> **What you should do**
Your answer should be every line from the records that contains "shadow".

Records excerpted from a collection
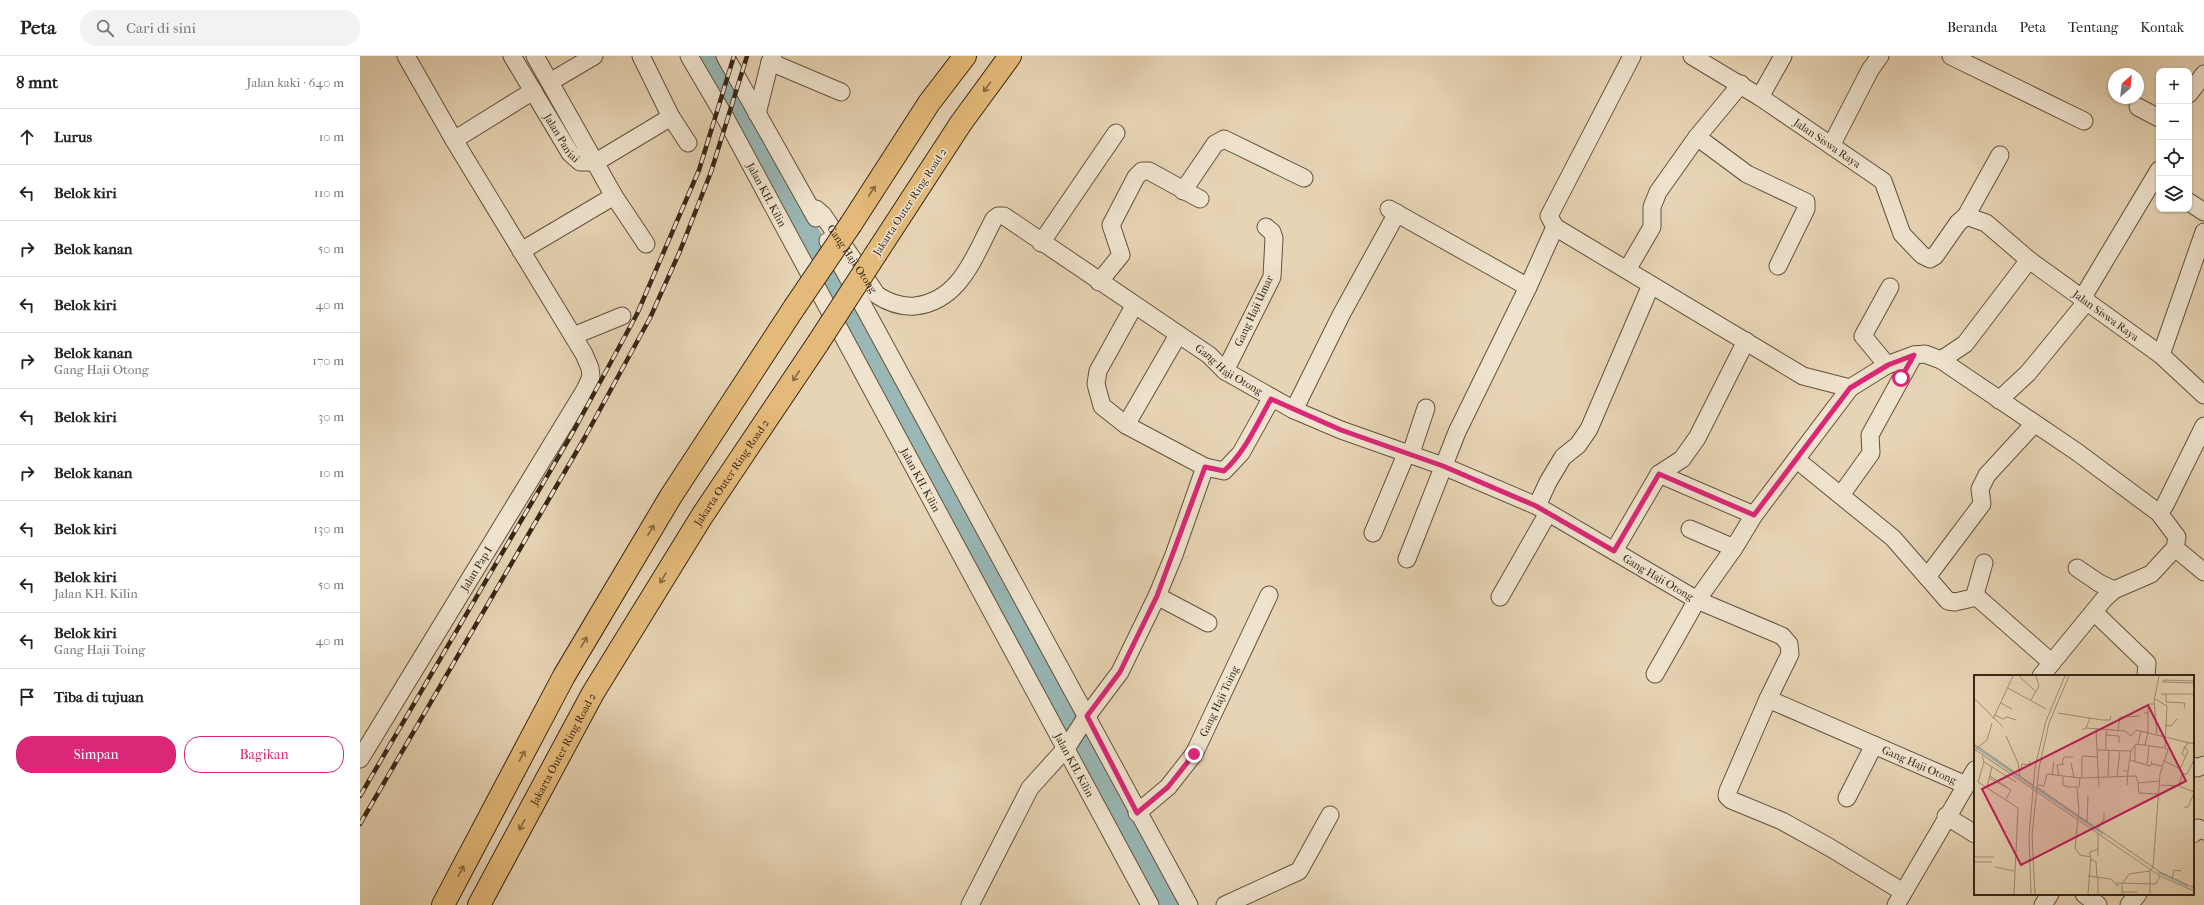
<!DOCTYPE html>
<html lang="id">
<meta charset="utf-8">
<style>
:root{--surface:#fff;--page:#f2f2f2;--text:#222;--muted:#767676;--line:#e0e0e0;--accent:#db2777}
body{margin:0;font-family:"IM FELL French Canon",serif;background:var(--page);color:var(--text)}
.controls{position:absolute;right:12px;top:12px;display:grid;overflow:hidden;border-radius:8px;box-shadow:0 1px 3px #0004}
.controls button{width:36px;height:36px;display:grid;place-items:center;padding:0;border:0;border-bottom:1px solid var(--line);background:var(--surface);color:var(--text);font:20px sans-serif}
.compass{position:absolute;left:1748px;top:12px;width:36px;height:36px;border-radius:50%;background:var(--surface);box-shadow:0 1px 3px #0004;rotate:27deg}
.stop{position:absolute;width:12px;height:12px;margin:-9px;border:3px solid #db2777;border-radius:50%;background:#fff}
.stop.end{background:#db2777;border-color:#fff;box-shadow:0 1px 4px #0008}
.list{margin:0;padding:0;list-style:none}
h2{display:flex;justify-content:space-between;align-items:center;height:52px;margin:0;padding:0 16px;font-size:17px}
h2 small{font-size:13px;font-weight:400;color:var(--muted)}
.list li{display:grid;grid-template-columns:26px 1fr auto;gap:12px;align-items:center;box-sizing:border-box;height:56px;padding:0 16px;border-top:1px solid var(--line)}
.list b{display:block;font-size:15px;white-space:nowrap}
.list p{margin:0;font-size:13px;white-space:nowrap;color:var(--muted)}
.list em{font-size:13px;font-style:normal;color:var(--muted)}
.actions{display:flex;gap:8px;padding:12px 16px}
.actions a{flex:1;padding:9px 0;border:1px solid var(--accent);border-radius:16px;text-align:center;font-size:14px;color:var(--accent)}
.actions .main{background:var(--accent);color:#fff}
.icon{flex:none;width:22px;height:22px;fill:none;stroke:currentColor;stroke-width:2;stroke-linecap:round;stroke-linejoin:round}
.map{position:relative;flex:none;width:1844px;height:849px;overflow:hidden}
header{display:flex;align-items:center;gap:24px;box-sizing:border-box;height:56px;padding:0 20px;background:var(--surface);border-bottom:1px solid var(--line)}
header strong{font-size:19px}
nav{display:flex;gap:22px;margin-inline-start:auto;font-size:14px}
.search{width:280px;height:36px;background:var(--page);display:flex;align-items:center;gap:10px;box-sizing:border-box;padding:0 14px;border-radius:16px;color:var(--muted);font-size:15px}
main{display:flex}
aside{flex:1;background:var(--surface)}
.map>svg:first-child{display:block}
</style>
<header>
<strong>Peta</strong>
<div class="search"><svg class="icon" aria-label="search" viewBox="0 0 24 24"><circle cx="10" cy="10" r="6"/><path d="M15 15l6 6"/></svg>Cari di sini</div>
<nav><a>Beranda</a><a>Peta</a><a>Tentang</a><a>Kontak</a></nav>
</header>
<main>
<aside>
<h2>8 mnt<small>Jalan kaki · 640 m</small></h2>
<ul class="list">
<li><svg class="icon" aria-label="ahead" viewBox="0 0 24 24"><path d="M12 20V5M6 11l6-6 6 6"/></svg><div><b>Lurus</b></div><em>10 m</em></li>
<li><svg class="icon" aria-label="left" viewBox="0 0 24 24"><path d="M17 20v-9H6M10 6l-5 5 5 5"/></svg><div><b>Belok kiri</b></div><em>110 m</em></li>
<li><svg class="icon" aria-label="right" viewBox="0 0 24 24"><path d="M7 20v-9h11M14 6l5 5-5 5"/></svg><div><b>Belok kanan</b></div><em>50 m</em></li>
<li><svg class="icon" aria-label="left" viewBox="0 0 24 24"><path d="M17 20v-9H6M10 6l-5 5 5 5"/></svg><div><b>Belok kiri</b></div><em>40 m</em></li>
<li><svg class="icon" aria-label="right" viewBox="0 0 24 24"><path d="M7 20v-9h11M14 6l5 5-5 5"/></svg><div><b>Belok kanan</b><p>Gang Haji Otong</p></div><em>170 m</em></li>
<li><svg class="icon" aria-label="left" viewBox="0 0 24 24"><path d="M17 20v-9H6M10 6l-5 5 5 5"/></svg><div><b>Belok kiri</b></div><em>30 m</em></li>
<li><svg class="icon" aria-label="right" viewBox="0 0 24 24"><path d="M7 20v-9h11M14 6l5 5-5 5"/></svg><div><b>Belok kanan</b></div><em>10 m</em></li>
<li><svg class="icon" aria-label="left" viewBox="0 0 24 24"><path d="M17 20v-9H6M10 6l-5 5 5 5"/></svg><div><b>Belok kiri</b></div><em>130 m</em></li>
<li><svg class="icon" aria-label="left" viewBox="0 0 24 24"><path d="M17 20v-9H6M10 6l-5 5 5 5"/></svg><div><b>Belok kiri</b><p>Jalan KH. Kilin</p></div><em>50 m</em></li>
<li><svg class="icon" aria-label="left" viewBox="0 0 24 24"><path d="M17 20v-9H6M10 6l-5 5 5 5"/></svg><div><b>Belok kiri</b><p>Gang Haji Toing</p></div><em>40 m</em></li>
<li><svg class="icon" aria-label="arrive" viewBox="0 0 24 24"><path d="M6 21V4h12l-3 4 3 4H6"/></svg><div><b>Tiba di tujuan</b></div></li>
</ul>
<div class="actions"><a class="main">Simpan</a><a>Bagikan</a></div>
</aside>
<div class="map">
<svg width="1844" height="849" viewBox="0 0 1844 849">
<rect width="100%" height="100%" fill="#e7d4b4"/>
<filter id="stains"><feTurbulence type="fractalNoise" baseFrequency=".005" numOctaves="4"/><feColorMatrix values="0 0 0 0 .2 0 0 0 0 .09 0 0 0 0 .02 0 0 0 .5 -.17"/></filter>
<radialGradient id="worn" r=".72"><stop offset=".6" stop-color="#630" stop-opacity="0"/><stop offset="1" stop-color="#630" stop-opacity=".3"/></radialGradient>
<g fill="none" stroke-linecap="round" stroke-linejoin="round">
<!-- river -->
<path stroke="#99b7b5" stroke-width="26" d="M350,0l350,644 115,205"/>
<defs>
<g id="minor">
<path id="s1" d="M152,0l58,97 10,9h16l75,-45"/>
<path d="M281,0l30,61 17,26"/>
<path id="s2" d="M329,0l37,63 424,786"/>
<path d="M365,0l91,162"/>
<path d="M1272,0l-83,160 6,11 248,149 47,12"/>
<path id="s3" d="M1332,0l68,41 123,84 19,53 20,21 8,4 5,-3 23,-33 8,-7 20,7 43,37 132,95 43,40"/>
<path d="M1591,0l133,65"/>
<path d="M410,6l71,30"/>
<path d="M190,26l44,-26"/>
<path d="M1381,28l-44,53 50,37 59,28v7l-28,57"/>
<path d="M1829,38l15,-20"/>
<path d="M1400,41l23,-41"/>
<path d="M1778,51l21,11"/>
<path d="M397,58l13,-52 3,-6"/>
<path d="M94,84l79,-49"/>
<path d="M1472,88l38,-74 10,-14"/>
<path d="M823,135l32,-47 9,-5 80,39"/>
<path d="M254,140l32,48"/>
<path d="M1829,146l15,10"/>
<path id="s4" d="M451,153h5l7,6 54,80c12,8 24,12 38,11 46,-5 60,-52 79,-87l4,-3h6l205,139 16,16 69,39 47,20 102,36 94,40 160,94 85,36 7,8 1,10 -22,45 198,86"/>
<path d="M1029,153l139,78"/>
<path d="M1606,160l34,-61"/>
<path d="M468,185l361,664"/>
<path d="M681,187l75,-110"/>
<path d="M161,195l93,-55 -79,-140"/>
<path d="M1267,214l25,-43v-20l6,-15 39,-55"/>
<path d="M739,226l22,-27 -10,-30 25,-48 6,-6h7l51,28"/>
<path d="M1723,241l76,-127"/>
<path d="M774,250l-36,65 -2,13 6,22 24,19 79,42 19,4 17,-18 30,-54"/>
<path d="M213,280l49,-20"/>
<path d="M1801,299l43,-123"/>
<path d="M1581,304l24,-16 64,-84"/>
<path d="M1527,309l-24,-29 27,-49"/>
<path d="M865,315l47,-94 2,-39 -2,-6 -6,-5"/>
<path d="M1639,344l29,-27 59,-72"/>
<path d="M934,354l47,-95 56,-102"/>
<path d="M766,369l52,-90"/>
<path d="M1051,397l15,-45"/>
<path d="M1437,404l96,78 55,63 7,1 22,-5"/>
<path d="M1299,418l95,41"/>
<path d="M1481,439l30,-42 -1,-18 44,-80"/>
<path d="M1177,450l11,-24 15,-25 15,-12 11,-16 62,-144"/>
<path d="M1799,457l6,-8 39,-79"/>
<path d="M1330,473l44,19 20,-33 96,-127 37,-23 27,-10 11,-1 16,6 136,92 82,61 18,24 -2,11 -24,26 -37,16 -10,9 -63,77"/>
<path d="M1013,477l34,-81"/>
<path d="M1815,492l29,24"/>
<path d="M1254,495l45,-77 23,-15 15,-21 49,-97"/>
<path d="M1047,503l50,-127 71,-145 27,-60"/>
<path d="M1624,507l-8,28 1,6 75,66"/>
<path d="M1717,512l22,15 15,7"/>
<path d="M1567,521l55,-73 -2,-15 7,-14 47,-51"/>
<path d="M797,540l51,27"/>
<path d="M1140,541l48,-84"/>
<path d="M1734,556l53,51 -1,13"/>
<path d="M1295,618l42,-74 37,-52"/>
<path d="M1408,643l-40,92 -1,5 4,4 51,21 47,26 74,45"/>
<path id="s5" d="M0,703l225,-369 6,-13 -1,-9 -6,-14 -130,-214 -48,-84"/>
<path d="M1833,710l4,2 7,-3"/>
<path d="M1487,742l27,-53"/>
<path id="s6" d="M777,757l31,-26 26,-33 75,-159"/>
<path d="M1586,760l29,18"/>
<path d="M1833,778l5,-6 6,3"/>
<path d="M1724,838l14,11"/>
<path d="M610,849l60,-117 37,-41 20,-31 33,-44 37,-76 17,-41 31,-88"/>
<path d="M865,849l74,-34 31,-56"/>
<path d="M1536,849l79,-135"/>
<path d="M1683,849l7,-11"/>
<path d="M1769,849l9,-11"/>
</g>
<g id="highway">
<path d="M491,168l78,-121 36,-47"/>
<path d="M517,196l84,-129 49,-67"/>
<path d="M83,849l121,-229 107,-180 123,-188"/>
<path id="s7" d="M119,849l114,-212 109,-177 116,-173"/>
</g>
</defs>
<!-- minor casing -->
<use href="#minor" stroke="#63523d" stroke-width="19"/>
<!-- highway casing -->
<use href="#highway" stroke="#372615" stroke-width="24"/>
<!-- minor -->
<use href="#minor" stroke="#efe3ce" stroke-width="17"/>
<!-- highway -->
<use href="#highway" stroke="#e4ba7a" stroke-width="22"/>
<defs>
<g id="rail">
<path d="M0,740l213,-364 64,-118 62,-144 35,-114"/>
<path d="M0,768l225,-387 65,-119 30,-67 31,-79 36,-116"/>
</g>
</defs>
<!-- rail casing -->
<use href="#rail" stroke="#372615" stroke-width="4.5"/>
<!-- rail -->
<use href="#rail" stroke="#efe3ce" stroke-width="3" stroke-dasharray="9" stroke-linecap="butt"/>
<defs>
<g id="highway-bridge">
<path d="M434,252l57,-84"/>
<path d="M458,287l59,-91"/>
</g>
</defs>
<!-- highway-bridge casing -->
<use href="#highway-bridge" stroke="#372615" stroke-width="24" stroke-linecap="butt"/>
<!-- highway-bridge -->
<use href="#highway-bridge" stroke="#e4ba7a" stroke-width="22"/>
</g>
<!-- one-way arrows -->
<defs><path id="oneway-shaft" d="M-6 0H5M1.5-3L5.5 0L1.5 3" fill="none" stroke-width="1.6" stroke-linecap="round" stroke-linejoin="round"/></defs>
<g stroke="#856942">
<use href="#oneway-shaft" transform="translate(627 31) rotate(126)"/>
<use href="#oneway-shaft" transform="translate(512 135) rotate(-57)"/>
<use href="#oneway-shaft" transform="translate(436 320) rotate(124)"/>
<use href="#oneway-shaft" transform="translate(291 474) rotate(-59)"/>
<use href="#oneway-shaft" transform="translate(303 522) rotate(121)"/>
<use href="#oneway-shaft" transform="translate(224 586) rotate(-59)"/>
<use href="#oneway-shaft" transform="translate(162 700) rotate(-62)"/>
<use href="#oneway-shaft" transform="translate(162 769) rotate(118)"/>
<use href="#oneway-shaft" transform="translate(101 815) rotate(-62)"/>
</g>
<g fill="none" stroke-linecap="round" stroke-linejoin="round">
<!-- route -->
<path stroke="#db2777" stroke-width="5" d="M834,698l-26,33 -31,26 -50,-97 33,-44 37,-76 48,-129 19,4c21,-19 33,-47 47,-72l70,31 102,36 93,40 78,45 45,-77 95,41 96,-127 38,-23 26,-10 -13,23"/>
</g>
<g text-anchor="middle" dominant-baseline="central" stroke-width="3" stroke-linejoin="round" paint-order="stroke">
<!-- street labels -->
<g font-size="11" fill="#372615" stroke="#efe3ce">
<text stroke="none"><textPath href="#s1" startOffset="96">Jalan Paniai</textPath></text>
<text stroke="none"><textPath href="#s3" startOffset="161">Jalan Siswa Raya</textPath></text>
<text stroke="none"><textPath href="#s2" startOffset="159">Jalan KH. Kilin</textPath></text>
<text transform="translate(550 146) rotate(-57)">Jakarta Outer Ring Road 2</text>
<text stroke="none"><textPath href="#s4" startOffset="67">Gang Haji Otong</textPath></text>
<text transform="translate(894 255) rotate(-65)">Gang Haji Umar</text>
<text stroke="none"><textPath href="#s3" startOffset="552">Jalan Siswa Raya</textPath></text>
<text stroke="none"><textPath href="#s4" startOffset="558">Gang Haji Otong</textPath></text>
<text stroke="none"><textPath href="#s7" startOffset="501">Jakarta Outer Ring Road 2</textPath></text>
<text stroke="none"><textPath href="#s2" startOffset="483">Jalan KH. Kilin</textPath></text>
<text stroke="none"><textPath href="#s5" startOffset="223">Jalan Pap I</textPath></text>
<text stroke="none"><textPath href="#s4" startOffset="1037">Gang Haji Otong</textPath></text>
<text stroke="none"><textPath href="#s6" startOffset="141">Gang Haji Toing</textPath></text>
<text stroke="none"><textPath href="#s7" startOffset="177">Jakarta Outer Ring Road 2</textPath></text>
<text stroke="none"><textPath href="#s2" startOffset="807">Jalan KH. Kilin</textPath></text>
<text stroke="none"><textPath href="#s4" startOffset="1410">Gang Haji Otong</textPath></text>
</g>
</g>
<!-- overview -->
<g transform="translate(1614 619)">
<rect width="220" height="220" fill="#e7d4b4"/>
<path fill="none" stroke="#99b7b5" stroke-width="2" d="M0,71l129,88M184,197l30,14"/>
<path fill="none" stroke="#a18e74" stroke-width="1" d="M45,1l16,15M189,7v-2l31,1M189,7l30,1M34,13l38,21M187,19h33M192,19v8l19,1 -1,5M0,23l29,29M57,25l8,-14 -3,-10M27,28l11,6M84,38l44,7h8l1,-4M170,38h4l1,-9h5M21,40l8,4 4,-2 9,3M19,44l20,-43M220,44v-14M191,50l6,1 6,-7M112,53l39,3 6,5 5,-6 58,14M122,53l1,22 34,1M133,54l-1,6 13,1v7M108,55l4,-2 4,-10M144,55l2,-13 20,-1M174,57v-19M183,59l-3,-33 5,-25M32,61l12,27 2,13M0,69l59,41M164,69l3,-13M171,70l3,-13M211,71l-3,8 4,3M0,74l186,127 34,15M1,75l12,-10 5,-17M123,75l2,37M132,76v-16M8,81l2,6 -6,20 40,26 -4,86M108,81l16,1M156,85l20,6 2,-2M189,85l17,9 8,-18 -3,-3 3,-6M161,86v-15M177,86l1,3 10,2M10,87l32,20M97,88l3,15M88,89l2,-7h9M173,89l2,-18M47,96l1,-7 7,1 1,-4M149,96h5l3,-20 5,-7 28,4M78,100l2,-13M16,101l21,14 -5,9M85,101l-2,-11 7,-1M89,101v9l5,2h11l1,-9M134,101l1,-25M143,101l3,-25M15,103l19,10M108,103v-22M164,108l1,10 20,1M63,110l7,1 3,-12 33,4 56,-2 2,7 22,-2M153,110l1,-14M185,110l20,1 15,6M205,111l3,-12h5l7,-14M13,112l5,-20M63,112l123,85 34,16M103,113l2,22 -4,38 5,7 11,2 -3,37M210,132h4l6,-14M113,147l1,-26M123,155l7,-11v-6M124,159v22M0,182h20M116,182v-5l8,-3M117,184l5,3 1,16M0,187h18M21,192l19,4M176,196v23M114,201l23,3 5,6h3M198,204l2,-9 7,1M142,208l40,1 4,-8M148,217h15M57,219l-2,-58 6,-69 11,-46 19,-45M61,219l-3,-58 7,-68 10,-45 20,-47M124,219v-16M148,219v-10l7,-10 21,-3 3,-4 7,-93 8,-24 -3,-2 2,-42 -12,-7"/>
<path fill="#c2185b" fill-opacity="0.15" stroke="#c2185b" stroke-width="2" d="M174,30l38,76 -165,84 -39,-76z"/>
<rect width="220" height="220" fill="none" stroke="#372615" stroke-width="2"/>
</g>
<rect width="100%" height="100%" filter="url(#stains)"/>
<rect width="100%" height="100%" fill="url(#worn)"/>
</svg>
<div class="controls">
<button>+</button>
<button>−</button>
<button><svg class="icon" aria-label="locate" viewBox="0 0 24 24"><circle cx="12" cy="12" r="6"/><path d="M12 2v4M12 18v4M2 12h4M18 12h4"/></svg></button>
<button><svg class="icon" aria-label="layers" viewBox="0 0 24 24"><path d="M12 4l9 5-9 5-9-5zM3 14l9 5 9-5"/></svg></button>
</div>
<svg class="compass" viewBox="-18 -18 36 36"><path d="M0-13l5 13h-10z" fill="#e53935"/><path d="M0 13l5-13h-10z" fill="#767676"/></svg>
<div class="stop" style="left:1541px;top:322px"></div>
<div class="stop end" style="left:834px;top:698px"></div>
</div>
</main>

> **Answer to this task**
.controls{position:absolute;right:12px;top:12px;display:grid;overflow:hidden;border-radius:8px;box-shadow:0 1px 3px #0004}
.compass{position:absolute;left:1748px;top:12px;width:36px;height:36px;border-radius:50%;background:var(--surface);box-shadow:0 1px 3px #0004;rotate:27deg}
.stop.end{background:#db2777;border-color:#fff;box-shadow:0 1px 4px #0008}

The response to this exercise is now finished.